Hello Gold Mountain is a requiem for lost possibilities of the Jewish community of Shanghai.
The work, an original composition by Wu Fei, will feature chatterbird along with Wu Fei, guzheng, and Shanir Ezra Blumenkranz, oud (Silk Road Ensemble).
The piece is inspired by stories of Jewish refugees who fled to Shanghai from Europe during World War II. From 1933 until the end of the war, Shanghai was often the only port at which Jewish refugees fleeing Europe could disembark without a visa. In the early 1940s, more than 20,000 Jews lived in Shanghai and contributed to its cultural and civic life.
But the Jews could not stay. As China’s bloody civil war came to a close in 1949, most fled. Many emigrated to the US, often arriving at the port of San Francisco, or Old Gold Mountain 旧金山.
What musical possibilities were lost because the times did not allow neighbors from these different cultures to grow old together, sharing songs and stories? Similarly, what artistic creations will be lost if Europe and the United States close the door to refugees and migrants from lands in chaos?
Wu Fei
Wu Fei is a Beijing-born classically trained composer, singer, and guzheng performer.
Wu Fei began playing the guzheng at the age of five. At age of 15, she began to study composition at the China Conservatory of Music in Beijing, and later at Mills College in Oakland, California where she received a Masters in Music Composition.
Wu Fei's work is a fusion of traditional Chinese and Western music, melding contemporary and classical elements with improvisation. This unique blend has led her to perform widely across the United States, Europe, and Asia, at venues including the Forbidden City Beijing, New York’s MoMA, Paris’ Quai Branly Museum, the John F. Kennedy Center for the Performing Arts in D.C., the Chautauqua Institute, and the North Sea Jazz Festival in Rotterdam.
Paul Salerni, conductor for the Lehigh University Philharmonic, called Wu Fei a “triple threat musician” for her classical rigor, virtuous playing and singing, and compositional innovation. Rolling Stone magazine said “Cell phones got alerts that a performance by Chinese guzheng player Wu Fei was at capacity,” at the Big Ears Festival.
She composes for choir, string quartet, chamber ensemble, Balinese gamelan and orchestra.
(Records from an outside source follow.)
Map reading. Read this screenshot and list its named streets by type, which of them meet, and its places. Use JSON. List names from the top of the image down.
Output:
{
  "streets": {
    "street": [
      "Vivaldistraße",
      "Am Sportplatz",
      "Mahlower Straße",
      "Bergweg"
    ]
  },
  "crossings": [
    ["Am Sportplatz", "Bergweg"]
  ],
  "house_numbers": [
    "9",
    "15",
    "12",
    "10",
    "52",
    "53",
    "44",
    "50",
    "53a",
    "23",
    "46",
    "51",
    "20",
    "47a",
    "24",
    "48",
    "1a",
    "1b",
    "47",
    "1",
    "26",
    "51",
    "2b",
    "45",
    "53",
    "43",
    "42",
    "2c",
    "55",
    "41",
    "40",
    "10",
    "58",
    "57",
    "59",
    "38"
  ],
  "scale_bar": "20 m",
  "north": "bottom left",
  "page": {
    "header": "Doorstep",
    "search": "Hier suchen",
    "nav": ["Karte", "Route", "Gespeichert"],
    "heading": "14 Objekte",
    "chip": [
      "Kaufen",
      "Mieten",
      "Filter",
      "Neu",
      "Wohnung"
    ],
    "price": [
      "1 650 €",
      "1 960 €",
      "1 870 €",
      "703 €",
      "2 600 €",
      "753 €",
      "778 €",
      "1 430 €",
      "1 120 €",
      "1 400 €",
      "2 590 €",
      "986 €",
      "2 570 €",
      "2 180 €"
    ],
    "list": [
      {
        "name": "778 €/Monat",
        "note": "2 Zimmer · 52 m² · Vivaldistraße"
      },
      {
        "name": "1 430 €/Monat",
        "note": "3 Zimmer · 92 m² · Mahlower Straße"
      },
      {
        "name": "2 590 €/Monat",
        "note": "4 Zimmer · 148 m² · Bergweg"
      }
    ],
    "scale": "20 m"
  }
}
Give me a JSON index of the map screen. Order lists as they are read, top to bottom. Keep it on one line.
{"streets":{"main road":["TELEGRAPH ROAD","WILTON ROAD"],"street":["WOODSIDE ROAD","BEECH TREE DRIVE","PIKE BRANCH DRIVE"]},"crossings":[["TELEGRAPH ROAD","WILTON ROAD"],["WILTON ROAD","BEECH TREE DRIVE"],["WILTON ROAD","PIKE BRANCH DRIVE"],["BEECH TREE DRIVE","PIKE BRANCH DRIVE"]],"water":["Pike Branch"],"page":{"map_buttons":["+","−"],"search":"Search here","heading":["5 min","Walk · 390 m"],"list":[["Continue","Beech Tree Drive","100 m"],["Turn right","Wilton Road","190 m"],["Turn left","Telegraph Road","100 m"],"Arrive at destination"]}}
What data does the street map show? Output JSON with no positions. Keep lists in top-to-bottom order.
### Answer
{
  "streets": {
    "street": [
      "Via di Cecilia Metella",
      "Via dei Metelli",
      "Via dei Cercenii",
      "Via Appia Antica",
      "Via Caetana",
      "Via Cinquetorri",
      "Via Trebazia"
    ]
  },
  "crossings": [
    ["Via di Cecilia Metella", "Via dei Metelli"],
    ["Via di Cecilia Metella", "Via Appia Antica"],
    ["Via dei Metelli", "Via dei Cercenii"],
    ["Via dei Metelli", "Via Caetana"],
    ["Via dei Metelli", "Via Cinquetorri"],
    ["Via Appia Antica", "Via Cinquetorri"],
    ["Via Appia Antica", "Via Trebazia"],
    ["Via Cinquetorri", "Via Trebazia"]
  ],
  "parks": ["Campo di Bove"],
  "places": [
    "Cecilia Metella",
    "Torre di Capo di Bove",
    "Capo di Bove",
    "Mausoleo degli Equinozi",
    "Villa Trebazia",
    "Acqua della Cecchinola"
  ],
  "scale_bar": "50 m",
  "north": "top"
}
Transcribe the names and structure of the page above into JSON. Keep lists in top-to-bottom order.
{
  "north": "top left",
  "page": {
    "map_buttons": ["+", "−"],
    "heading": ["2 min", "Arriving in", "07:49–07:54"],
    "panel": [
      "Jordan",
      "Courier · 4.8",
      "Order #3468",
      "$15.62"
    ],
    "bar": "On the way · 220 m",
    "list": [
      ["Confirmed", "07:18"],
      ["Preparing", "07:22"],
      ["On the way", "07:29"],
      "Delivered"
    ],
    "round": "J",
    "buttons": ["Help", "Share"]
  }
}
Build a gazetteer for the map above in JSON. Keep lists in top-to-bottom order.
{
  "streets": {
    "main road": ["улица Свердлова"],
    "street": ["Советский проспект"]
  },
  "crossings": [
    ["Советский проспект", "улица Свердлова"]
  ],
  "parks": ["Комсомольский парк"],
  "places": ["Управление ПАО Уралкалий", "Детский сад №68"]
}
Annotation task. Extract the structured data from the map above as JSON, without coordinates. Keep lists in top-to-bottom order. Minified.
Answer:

Her many commissions have ranged from a composition for Percussions Claviers de Lyon,which premiered in the Forbidden City, to live performances in Paris and Tokyo for luxury brand Hermès.
Her chamber orchestral work “Hello Gold Mountain,” inspired by the stories of Jewish refugees who fled to Shanghai from Europe in World War II, earned a MAP Fund award in 2018. Fei orchestrated the piece into full symphony in 2022. Since then, she has performed the work with the Philadelphia Orchestra, the Bellingham Symphony, Winnipeg Symphony.
Wu Fei has released several albums, including "A Distant Youth," "Yuan," “Pluck” with classical guitarist Gyan Riley, and “Wu Fei and Abigail Washburn”. Her discography has received critical acclaim from various music publications and has earned her a reputation as one of the world’s most innovative musical talents.
She has collaborated with artists from different disciplines and genres, including Emmy-winning directors Pierce Freelon and Jon Halperin, Grammy-winning musicians Béla Fleck, Jeff Coffin, Balinese gamelan master Nyoman Windha, and avant-garde composers John Zorn and Fred Frith.
As an educator, Wu Fei has given concerts and workshops at Princeton University, University of Chicago, Yale University, UNC Chapel Hill, Vanderbilt University, China Conservatory of Music, the Massachusetts Institute of Technology, UC Irvine, the Norwegian Academy of Music and the University of Los Andes of Colombia.
Wu Fei has been recognized with awards including the MAP Fund award in 2018, Best World Music Artist 2008 by Westword, Composer Fellowship the Sally & Don Lucas Artist Residency by Montalvo Arts Center in 2011, DVD “Shan Qi” nominated for Preis der deutschen Schallplattenkritik (Award of the German Record Critique), 2009. Wu Fei with chatterbird ensemble was the winner of Best Genre-Defying Classical Performance by Nashville Scene 2017's Writer's Choice.